● **Exercise prompt**
Any images in the material are to be dropped while every line is retyped exactly.

● **Records for the task**
Content starts
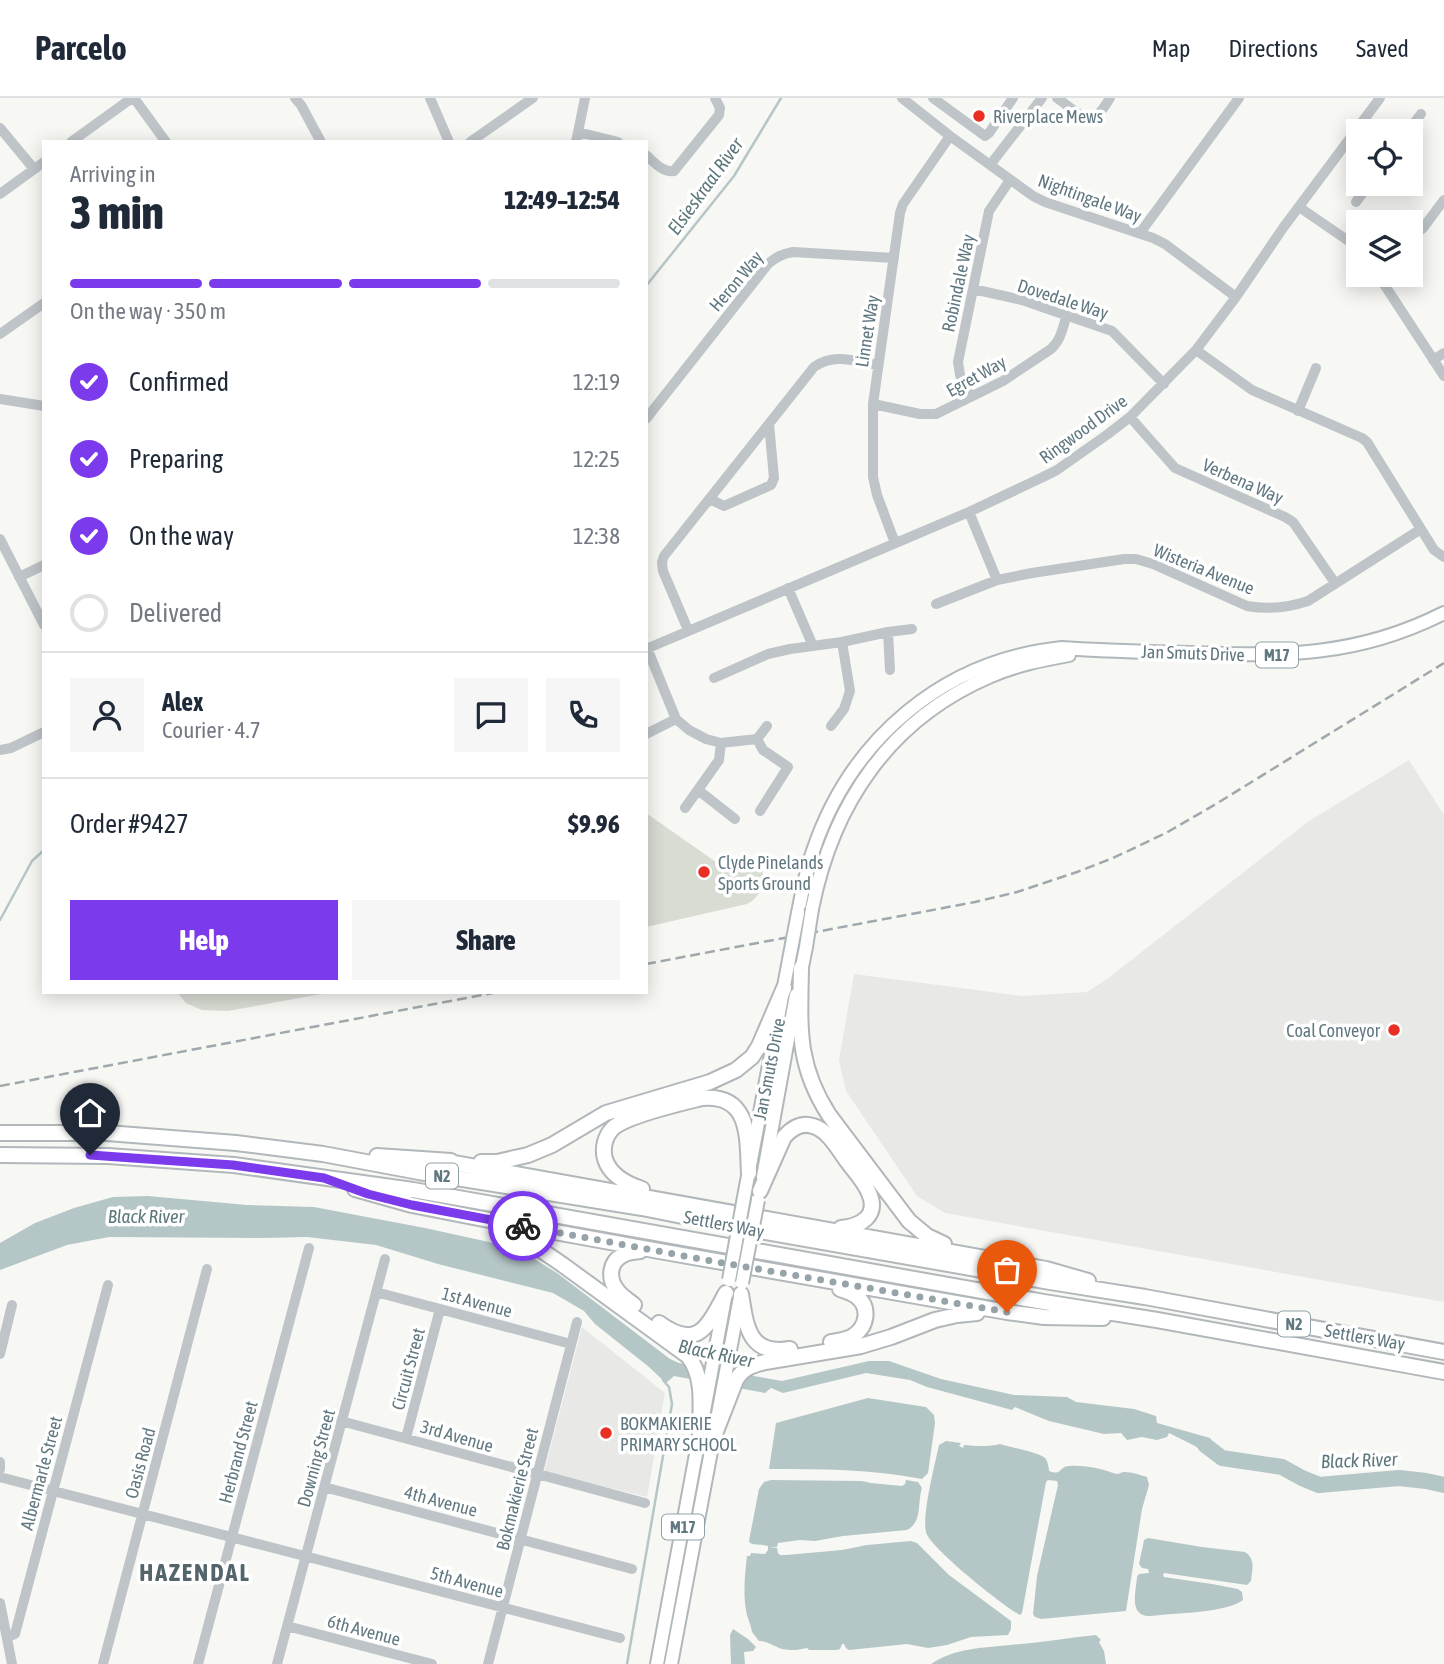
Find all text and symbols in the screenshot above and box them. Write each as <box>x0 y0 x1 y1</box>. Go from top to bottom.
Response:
text: Parcelo <box>35 29 127 67</box>
text: Map <box>1152 35 1190 62</box>
text: Directions <box>1228 35 1318 62</box>
text: Saved <box>1356 35 1409 62</box>
place label: Riverplace Mews <box>993 106 1103 127</box>
marker: Riverplace Mews <box>971 108 987 124</box>
map controls <box>1346 119 1423 287</box>
button: locate <box>1346 119 1423 196</box>
water label: Elsieskraal River <box>663 132 748 239</box>
text: Arriving in <box>70 161 156 187</box>
street label: Nightingale Way <box>1035 170 1145 226</box>
text: 12:49–12:54 <box>504 185 620 215</box>
text: 3 min <box>70 186 164 239</box>
button: layers <box>1346 210 1423 287</box>
street label: Robindale Way <box>937 232 979 334</box>
street label: Heron Way <box>705 247 767 315</box>
street label: Dovedale Way <box>1015 274 1111 324</box>
street label: Linnet Way <box>851 293 883 369</box>
text: On the way · 350 m <box>70 298 226 324</box>
street label: Egret Way <box>943 351 1009 401</box>
icon: check <box>70 363 108 401</box>
text: Confirmed <box>129 367 229 397</box>
text: 12:19 <box>573 369 620 395</box>
street label: Ringwood Drive <box>1035 390 1131 468</box>
icon: check <box>70 440 108 478</box>
text: Preparing <box>129 444 223 474</box>
text: 12:25 <box>573 446 620 472</box>
street label: Verbena Way <box>1199 454 1287 508</box>
icon: check <box>70 517 108 555</box>
text: On the way <box>129 521 234 551</box>
text: 12:38 <box>573 523 620 549</box>
street label: Wisteria Avenue <box>1151 539 1257 599</box>
text: Delivered <box>129 598 222 628</box>
street label: Jan Smuts Drive <box>1141 641 1245 665</box>
road number: M17 <box>1256 642 1298 668</box>
button: person <box>70 678 144 752</box>
button: chat <box>454 678 528 752</box>
button: phone <box>546 678 620 752</box>
text: Alex <box>162 687 203 717</box>
text: Courier · 4.7 <box>162 717 261 743</box>
text: Order #9427 <box>70 809 189 839</box>
text: $9.96 <box>568 809 620 839</box>
place label: Clyde Pinelands Sports Ground <box>718 852 823 894</box>
marker: Clyde Pinelands Sports Ground <box>696 864 712 880</box>
button: Help <box>70 900 338 980</box>
button: Share <box>352 900 620 980</box>
street label: Jan Smuts Drive <box>749 1016 789 1122</box>
place label: Coal Conveyor <box>1286 1020 1381 1041</box>
marker: Coal Conveyor <box>1386 1022 1402 1038</box>
pin <box>60 1083 120 1155</box>
icon: home <box>71 1094 109 1132</box>
road number: N2 <box>426 1164 458 1188</box>
courier <box>488 1191 558 1261</box>
water label: Black River <box>108 1205 186 1227</box>
street label: Settlers Way <box>682 1206 766 1242</box>
icon: bike <box>504 1207 542 1245</box>
pin <box>977 1240 1037 1312</box>
icon: bag <box>988 1251 1026 1289</box>
street label: 1st Avenue <box>439 1283 515 1321</box>
road number: N2 <box>1278 1312 1310 1336</box>
street label: Settlers Way <box>1323 1320 1407 1354</box>
street label: Circuit Street <box>387 1326 429 1412</box>
water label: Black River <box>676 1334 757 1372</box>
street label: Herbrand Street <box>214 1399 262 1505</box>
street label: Downing Street <box>293 1407 339 1509</box>
place label: BOKMAKIERIE PRIMARY SCHOOL <box>620 1413 737 1455</box>
street label: Albermarle Street <box>16 1414 66 1532</box>
street label: 3rd Avenue <box>418 1416 496 1456</box>
street label: Oasis Road <box>120 1425 160 1501</box>
marker: BOKMAKIERIE PRIMARY SCHOOL <box>598 1425 614 1441</box>
street label: Bokmakierie Street <box>492 1426 542 1552</box>
water label: Black River <box>1320 1448 1399 1472</box>
street label: 4th Avenue <box>402 1481 480 1521</box>
road number: M17 <box>662 1514 704 1540</box>
district label: HAZENDAL <box>139 1559 251 1586</box>
street label: 5th Avenue <box>428 1562 506 1602</box>
street label: 6th Avenue <box>325 1610 403 1650</box>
Content ends
● **Result**
Find all text and symbols in the screenshot above and box them. Write each as <box>x0 y0 x1 y1</box>. Go from top to bottom.
Response:
text: Parcelo <box>35 29 127 67</box>
text: Map <box>1152 35 1190 62</box>
text: Directions <box>1228 35 1318 62</box>
text: Saved <box>1356 35 1409 62</box>
place label: Riverplace Mews <box>993 106 1103 127</box>
marker: Riverplace Mews <box>971 108 987 124</box>
map controls <box>1346 119 1423 287</box>
button: locate <box>1346 119 1423 196</box>
water label: Elsieskraal River <box>663 132 748 239</box>
text: Arriving in <box>70 161 156 187</box>
street label: Nightingale Way <box>1035 170 1145 226</box>
text: 12:49–12:54 <box>504 185 620 215</box>
text: 3 min <box>70 186 164 239</box>
button: layers <box>1346 210 1423 287</box>
street label: Robindale Way <box>937 232 979 334</box>
street label: Heron Way <box>705 247 767 315</box>
street label: Dovedale Way <box>1015 274 1111 324</box>
street label: Linnet Way <box>851 293 883 369</box>
text: On the way · 350 m <box>70 298 226 324</box>
street label: Egret Way <box>943 351 1009 401</box>
icon: check <box>70 363 108 401</box>
text: Confirmed <box>129 367 229 397</box>
text: 12:19 <box>573 369 620 395</box>
street label: Ringwood Drive <box>1035 390 1131 468</box>
icon: check <box>70 440 108 478</box>
text: Preparing <box>129 444 223 474</box>
text: 12:25 <box>573 446 620 472</box>
street label: Verbena Way <box>1199 454 1287 508</box>
icon: check <box>70 517 108 555</box>
text: On the way <box>129 521 234 551</box>
text: 12:38 <box>573 523 620 549</box>
street label: Wisteria Avenue <box>1151 539 1257 599</box>
text: Delivered <box>129 598 222 628</box>
street label: Jan Smuts Drive <box>1141 641 1245 665</box>
road number: M17 <box>1256 642 1298 668</box>
button: person <box>70 678 144 752</box>
button: chat <box>454 678 528 752</box>
button: phone <box>546 678 620 752</box>
text: Alex <box>162 687 203 717</box>
text: Courier · 4.7 <box>162 717 261 743</box>
text: Order #9427 <box>70 809 189 839</box>
text: $9.96 <box>568 809 620 839</box>
place label: Clyde Pinelands Sports Ground <box>718 852 823 894</box>
marker: Clyde Pinelands Sports Ground <box>696 864 712 880</box>
button: Help <box>70 900 338 980</box>
button: Share <box>352 900 620 980</box>
street label: Jan Smuts Drive <box>749 1016 789 1122</box>
place label: Coal Conveyor <box>1286 1020 1381 1041</box>
marker: Coal Conveyor <box>1386 1022 1402 1038</box>
pin <box>60 1083 120 1155</box>
icon: home <box>71 1094 109 1132</box>
road number: N2 <box>426 1164 458 1188</box>
courier <box>488 1191 558 1261</box>
water label: Black River <box>108 1205 186 1227</box>
street label: Settlers Way <box>682 1206 766 1242</box>
icon: bike <box>504 1207 542 1245</box>
pin <box>977 1240 1037 1312</box>
icon: bag <box>988 1251 1026 1289</box>
street label: 1st Avenue <box>439 1283 515 1321</box>
road number: N2 <box>1278 1312 1310 1336</box>
street label: Settlers Way <box>1323 1320 1407 1354</box>
street label: Circuit Street <box>387 1326 429 1412</box>
water label: Black River <box>676 1334 757 1372</box>
street label: Herbrand Street <box>214 1399 262 1505</box>
street label: Downing Street <box>293 1407 339 1509</box>
place label: BOKMAKIERIE PRIMARY SCHOOL <box>620 1413 737 1455</box>
street label: Albermarle Street <box>16 1414 66 1532</box>
street label: 3rd Avenue <box>418 1416 496 1456</box>
street label: Oasis Road <box>120 1425 160 1501</box>
marker: BOKMAKIERIE PRIMARY SCHOOL <box>598 1425 614 1441</box>
street label: Bokmakierie Street <box>492 1426 542 1552</box>
water label: Black River <box>1320 1448 1399 1472</box>
street label: 4th Avenue <box>402 1481 480 1521</box>
road number: M17 <box>662 1514 704 1540</box>
district label: HAZENDAL <box>139 1559 251 1586</box>
street label: 5th Avenue <box>428 1562 506 1602</box>
street label: 6th Avenue <box>325 1610 403 1650</box>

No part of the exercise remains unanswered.